### Provided entries
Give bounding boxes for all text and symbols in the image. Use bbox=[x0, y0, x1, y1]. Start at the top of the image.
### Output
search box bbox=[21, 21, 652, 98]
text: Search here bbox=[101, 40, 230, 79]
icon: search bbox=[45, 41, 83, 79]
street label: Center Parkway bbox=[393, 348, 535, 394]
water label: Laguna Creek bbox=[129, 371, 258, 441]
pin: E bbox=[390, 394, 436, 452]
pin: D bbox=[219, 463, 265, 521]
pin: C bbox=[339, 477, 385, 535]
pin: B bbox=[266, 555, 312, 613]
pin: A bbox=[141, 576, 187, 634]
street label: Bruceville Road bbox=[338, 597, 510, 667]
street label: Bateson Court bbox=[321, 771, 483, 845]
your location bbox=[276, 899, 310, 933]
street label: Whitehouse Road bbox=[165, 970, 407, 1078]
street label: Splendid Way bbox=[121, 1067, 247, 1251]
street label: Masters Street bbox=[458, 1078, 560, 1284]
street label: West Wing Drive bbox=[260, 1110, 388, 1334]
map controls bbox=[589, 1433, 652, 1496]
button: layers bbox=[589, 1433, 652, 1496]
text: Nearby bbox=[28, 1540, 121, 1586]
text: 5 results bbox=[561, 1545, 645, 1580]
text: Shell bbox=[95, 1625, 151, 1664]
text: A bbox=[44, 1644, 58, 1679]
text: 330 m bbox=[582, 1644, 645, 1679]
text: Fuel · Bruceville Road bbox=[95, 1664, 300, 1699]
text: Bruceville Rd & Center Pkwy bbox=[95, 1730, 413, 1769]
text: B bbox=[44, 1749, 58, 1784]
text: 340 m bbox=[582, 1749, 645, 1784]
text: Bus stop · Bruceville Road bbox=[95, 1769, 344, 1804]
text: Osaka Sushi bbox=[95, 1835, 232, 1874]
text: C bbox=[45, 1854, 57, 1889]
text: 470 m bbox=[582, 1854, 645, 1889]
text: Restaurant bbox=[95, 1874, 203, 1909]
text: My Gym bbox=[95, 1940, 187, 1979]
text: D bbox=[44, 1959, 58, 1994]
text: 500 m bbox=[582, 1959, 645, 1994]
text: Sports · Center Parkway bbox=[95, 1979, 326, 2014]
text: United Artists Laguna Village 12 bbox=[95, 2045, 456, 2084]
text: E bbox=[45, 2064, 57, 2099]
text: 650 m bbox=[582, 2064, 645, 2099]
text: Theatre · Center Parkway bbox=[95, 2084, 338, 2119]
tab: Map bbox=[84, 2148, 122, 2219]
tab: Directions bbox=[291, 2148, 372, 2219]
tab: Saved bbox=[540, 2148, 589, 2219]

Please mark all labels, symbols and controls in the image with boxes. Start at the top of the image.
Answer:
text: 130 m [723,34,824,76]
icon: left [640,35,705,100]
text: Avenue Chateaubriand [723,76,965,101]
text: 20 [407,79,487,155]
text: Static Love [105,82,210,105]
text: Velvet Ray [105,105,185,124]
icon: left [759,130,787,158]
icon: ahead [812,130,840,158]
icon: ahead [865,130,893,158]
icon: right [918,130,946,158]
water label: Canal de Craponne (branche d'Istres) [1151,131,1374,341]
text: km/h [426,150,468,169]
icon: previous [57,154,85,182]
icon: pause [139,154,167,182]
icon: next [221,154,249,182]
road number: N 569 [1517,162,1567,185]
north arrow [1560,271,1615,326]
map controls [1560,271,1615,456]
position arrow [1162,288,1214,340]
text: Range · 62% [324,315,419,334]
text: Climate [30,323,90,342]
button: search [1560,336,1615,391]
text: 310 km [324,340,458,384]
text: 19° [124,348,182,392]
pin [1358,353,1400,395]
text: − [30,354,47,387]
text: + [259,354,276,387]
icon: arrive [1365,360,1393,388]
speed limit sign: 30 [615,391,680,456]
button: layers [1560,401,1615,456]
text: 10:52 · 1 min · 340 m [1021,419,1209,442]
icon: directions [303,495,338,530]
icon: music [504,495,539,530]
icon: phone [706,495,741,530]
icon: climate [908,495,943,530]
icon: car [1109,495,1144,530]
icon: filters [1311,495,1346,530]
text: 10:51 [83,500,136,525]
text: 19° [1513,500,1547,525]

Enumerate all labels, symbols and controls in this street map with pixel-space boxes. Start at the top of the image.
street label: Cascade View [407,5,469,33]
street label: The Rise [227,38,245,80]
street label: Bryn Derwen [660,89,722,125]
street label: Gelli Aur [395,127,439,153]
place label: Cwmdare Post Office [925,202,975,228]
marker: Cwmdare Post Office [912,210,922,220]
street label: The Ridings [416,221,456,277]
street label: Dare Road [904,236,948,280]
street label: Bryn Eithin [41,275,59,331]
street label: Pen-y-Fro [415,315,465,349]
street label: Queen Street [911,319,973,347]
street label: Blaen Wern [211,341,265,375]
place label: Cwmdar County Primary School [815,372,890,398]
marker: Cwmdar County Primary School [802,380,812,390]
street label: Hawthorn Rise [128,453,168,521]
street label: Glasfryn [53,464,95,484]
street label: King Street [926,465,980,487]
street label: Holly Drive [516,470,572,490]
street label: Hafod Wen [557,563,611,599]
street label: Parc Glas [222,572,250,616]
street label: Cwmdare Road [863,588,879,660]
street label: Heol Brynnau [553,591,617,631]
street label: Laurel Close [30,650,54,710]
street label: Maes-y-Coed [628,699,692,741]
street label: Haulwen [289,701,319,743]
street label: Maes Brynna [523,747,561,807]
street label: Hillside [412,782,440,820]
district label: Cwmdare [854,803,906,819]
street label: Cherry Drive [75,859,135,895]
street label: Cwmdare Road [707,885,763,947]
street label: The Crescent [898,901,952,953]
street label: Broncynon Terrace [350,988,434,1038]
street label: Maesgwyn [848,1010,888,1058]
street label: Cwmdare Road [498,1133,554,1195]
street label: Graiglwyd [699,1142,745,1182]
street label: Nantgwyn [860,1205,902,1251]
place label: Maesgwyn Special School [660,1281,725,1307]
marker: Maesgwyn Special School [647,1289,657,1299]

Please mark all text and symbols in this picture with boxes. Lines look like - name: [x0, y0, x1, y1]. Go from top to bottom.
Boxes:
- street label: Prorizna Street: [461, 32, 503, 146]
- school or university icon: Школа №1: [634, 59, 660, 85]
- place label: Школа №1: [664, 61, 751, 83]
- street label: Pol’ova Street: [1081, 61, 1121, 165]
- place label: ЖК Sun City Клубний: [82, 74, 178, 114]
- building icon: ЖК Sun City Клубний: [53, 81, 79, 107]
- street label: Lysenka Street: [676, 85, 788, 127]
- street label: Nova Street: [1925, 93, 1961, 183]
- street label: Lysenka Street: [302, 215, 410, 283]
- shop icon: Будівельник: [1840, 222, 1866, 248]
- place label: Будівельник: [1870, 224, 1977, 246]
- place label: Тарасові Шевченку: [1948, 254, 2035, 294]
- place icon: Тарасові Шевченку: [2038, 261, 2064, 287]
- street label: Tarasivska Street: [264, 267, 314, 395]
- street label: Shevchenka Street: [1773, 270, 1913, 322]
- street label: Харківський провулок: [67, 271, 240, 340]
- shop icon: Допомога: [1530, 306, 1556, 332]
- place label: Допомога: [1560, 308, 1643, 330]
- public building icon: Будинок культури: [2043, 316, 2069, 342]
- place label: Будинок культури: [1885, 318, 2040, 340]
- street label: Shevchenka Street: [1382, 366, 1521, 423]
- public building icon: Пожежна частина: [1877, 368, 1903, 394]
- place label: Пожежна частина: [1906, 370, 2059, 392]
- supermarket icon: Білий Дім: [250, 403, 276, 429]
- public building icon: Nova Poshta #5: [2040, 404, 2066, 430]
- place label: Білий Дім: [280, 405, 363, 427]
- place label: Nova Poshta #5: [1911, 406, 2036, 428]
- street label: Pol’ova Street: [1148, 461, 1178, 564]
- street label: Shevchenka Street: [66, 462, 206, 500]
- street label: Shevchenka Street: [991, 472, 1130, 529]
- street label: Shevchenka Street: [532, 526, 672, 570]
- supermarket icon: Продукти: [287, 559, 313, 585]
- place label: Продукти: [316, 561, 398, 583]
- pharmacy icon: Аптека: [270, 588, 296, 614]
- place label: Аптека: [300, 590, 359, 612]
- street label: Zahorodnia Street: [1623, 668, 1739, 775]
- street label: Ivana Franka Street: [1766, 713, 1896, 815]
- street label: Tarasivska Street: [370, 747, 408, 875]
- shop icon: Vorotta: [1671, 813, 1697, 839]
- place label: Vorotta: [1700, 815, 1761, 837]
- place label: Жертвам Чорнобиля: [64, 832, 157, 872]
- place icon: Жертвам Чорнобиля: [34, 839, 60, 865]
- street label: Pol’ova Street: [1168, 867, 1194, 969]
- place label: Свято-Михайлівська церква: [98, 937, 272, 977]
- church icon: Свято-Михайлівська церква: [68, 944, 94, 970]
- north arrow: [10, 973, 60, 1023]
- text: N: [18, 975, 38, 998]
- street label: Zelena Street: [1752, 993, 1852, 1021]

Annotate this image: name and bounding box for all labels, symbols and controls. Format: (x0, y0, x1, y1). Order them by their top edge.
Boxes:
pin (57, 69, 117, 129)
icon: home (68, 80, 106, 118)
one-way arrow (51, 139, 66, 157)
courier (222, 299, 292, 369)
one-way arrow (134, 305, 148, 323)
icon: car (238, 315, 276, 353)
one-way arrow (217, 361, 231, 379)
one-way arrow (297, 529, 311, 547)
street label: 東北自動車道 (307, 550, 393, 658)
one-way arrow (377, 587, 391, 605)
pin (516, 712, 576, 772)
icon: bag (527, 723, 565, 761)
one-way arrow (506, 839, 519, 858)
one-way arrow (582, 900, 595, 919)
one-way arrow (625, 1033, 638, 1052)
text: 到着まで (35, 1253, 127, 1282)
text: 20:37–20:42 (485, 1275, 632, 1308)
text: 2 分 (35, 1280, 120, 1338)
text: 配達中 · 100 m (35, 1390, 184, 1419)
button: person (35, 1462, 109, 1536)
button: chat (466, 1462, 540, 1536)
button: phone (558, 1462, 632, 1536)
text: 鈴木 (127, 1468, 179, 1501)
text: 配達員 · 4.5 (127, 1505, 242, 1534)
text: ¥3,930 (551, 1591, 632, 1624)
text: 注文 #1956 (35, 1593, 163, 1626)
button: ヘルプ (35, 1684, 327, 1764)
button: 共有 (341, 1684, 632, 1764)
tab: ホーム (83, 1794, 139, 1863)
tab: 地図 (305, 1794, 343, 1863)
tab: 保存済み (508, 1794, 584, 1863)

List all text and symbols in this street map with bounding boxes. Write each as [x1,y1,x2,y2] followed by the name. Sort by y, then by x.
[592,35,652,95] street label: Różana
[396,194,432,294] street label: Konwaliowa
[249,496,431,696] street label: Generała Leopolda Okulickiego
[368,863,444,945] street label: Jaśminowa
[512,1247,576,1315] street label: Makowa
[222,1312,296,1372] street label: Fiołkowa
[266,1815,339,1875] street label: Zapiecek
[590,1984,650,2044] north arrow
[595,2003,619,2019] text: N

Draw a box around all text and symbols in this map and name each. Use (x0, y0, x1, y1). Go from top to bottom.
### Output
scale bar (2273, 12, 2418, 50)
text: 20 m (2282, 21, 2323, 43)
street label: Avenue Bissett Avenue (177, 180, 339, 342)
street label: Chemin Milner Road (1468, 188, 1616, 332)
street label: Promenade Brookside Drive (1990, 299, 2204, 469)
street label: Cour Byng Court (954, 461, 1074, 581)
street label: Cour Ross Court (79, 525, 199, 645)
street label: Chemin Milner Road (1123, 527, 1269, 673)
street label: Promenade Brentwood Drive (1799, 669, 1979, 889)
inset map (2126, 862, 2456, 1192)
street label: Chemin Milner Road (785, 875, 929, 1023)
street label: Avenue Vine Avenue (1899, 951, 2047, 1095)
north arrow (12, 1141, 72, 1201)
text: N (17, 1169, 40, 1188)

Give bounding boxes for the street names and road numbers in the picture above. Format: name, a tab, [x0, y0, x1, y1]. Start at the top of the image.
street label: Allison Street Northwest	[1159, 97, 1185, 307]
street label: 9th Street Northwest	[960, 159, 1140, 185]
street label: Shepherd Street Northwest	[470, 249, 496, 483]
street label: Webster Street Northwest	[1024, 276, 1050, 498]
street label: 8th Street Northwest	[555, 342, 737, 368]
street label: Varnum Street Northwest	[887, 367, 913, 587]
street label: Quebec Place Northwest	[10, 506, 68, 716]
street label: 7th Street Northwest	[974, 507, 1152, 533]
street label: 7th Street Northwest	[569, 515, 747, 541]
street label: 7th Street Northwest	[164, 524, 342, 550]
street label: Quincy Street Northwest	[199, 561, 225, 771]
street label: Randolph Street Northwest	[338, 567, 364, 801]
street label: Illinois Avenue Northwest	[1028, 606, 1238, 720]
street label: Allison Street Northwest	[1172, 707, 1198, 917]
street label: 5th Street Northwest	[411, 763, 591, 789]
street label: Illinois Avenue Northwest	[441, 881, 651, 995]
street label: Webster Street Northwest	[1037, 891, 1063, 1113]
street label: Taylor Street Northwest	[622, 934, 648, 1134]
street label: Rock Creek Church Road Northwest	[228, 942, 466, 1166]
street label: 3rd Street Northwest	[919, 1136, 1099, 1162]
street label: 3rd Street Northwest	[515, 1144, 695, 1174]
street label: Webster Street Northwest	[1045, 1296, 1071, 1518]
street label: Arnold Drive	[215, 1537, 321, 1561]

### Assignment
Scan the data above; copy every line where "церква" appears.

### Reply
- place label: Свято-Михайлівська церква: [98, 937, 272, 977]
- church icon: Свято-Михайлівська церква: [68, 944, 94, 970]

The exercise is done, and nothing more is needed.